Prof. Dr. Gerrit Frotscher
Rz. 34
Die Rechtsfolgen, d. h. die Übertragung des Erstattungsanspruchs auf das Zurechnungssubjekt, wirken sich bei einer materiellen und formellen Auslegung der Vorschrift jeweils unterschiedlich aus. Weiter ist zu unterscheiden zwischen Erstattung der Abzugsteuer auf Lizenzen nach § 50a Abs. 1 Nr. 3 EStG und bei Erstattung der KapESt. Weiter zu berücksichtigen ist, dass der Erstattungsanspruch nach Art. 10 Abs. 2 Buchst. a, Art. 12 Abs. 1 OECD-MA nur dem "Nutzungsberechtigten" (Rz. 33t) zusteht, sowie, ob der Gläubiger der Erträge oder Vergütungen nach dem DBA abkommensberechtigt ist.
Beispiel 1
Grundfall der Zwei-Staaten-Fälle
Die deutsche A-GmbH zahlt an die im Staat B ansässige Gesellschaft Lizenzgebühren. Die Gesellschaft wird von dem Staat B als transparent angesehen; Deutschland qualifiziert sie als transparent oder als intransparent. Die Gesellschafter sind im Staat B ansässig.

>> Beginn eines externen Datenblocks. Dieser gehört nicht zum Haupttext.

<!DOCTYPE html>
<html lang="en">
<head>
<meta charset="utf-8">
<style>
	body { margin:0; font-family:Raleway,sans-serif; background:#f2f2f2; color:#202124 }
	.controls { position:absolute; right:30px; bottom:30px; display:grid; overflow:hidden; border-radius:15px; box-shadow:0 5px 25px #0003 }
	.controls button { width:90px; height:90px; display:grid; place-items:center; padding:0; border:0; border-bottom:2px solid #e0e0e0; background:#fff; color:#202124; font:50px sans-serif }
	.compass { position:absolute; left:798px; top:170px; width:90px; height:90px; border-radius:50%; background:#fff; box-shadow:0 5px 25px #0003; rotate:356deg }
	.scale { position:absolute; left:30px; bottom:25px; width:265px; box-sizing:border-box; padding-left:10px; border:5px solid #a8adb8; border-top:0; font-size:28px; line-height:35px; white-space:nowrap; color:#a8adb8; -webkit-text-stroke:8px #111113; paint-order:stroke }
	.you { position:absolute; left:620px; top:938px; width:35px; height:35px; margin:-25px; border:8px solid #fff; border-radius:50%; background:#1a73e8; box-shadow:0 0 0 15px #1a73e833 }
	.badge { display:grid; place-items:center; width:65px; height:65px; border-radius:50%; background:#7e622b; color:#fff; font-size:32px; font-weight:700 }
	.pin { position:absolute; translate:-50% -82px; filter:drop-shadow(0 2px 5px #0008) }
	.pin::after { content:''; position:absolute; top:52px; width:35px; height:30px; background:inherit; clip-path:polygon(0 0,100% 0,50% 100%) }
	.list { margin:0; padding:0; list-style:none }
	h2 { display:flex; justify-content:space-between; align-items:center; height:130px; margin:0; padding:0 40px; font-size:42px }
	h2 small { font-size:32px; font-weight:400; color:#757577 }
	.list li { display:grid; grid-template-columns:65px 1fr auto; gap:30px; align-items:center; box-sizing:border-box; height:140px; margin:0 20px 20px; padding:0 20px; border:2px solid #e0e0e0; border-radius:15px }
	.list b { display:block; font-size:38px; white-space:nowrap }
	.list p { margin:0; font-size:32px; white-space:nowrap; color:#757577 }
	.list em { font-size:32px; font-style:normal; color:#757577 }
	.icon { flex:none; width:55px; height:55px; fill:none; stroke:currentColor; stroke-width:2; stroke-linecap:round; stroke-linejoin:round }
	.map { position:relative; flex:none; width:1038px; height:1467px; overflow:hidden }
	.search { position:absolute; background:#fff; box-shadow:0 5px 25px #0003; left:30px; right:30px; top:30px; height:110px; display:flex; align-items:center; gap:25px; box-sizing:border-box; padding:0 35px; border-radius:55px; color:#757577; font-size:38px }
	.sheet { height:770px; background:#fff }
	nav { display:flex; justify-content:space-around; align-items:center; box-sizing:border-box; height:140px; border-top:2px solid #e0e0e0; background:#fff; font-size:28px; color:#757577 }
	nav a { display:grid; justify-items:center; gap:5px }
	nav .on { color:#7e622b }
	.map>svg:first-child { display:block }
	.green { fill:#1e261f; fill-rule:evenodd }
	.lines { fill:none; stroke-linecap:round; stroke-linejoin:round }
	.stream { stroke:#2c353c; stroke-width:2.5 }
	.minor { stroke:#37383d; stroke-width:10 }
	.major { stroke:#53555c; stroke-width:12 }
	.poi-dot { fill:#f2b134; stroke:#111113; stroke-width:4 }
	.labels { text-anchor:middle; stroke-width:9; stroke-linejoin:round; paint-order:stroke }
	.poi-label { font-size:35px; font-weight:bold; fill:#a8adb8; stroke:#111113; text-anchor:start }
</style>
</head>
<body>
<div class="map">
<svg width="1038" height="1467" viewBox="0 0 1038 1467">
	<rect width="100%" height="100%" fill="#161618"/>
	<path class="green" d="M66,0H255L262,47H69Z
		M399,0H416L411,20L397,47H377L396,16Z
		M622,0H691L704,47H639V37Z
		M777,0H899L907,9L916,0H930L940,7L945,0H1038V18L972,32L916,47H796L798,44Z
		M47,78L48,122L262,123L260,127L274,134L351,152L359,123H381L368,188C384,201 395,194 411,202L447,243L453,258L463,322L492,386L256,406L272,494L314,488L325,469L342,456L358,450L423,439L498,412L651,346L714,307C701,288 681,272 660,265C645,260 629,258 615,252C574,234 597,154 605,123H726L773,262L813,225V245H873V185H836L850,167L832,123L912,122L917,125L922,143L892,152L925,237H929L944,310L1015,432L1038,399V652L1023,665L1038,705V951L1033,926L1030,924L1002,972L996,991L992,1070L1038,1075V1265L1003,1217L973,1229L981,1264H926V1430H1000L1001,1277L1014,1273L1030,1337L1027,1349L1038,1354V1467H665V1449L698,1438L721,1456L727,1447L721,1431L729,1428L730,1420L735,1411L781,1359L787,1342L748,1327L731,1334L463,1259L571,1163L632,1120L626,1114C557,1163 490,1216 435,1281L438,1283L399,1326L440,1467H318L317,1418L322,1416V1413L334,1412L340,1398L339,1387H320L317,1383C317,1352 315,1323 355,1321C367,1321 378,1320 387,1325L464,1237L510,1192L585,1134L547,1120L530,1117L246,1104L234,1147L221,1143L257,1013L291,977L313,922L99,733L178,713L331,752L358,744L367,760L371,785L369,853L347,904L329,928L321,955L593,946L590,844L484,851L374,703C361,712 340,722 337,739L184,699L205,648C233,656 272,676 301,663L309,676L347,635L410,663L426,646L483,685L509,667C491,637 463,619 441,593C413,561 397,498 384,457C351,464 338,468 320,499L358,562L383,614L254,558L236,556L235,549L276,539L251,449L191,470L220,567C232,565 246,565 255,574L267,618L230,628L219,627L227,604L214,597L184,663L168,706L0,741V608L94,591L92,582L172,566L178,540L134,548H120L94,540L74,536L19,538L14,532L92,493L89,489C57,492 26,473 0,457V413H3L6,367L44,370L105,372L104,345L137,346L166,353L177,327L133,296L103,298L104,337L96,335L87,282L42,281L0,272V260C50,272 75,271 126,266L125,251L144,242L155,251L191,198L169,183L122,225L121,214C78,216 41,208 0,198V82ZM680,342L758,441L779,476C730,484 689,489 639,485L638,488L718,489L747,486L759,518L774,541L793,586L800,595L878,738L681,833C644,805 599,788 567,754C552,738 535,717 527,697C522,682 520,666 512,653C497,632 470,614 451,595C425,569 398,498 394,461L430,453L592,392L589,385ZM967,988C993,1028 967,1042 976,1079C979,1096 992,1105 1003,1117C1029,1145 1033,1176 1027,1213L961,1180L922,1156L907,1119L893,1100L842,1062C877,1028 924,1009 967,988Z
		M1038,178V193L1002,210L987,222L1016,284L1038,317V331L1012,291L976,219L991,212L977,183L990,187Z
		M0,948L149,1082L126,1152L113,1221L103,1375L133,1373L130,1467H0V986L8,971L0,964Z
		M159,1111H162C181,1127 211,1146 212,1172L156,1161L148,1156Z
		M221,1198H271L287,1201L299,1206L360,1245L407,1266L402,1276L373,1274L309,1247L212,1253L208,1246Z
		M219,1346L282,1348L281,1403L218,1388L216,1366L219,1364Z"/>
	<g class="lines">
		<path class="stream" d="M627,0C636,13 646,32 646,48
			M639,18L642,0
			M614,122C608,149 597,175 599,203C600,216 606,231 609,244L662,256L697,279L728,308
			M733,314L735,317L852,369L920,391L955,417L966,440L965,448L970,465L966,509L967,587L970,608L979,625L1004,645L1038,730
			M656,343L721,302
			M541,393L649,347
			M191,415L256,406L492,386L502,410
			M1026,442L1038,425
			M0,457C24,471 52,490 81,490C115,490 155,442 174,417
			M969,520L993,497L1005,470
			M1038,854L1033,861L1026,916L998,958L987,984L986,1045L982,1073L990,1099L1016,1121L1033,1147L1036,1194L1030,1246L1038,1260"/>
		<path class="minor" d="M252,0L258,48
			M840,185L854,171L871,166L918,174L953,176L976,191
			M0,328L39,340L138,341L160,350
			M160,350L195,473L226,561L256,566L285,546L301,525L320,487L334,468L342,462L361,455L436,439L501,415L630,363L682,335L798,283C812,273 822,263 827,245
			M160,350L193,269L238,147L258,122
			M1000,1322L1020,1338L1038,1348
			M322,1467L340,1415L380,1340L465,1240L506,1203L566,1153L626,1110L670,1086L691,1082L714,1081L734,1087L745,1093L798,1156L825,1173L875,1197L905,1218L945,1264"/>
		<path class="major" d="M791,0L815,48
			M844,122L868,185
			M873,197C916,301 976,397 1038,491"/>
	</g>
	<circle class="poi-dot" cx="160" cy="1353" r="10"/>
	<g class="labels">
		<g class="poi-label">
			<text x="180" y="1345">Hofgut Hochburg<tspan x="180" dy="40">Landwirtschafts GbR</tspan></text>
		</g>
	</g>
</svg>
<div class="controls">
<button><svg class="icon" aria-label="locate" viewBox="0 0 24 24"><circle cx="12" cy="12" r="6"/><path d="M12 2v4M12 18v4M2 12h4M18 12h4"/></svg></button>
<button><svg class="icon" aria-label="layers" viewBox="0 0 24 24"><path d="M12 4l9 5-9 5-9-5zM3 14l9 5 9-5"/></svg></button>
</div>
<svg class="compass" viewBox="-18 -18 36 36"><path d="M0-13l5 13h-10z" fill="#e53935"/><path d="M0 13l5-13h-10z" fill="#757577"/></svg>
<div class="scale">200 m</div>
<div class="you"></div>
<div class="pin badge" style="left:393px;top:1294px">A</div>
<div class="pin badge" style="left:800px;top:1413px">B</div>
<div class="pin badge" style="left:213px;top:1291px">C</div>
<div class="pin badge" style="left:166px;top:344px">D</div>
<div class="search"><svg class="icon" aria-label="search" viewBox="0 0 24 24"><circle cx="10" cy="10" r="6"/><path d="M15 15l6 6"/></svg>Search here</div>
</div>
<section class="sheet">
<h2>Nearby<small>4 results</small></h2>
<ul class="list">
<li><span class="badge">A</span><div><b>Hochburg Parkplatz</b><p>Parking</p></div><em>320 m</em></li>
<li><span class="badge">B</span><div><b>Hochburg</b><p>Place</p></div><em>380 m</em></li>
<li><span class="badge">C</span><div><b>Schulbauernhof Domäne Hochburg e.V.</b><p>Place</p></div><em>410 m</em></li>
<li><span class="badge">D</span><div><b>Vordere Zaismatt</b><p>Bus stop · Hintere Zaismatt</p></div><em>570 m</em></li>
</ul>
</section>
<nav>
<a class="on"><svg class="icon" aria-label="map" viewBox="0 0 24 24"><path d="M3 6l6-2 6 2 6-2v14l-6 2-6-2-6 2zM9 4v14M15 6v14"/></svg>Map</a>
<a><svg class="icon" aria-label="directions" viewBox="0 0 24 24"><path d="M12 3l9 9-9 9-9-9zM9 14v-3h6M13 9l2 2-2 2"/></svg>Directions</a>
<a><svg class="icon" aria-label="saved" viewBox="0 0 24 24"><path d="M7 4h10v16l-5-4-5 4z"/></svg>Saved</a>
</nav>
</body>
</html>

Beispiel 1 zeigt den Grundfall, der § 50d Abs. 1 S. 11 EStG zugrunde liegt, auf. Gläubiger der Vergütungen ist die Gesellschaft, der jedoch die Einkünfte nach dem Recht des Staats B nicht zugerechnet werden. Der Tatbestand des § 50d Abs. 1 S. 11 EStG ist damit erfüllt. Es kommt nicht darauf an, ob Deutschland die Personengesellschaft als transparent oder intransparent ansieht; in beiden Fällen greift § 50d Abs. 1 S. 11 EStG ein (Rz. 33k). Rechtsfolge ist, dass der Erstattungsanspruch anteilig den Gesellschaftern zusteht, da sie in dem Staat der Personengesellschaft ansässig sind und die Einkünfte ihnen nach dem Recht des Staats B zugerechnet werden. Diese Rechtsfolge ist unabhängig davon, ob man § 50d Abs. 1 S. 11 EStG materielle oder nur formelle Wirkung zuerkennt, da der Erstattungsanspruch weder dem Grund noch der Höhe nach rechtsformabhängig ist. Bei materieller Wirkung würde jeder Gesellschafter den auf ihn entfallenden Teil des Erstattungsanspruchs als Berechtigter geltend machen. Bei formeller Wirkung würde jeder Gesellschafter den auf ihn entfallenden Anteil an dem Erstattungsanspruch der Gesellschaft, also in einer "Prozessstandschaft" für die Gesellschaft, geltend machen.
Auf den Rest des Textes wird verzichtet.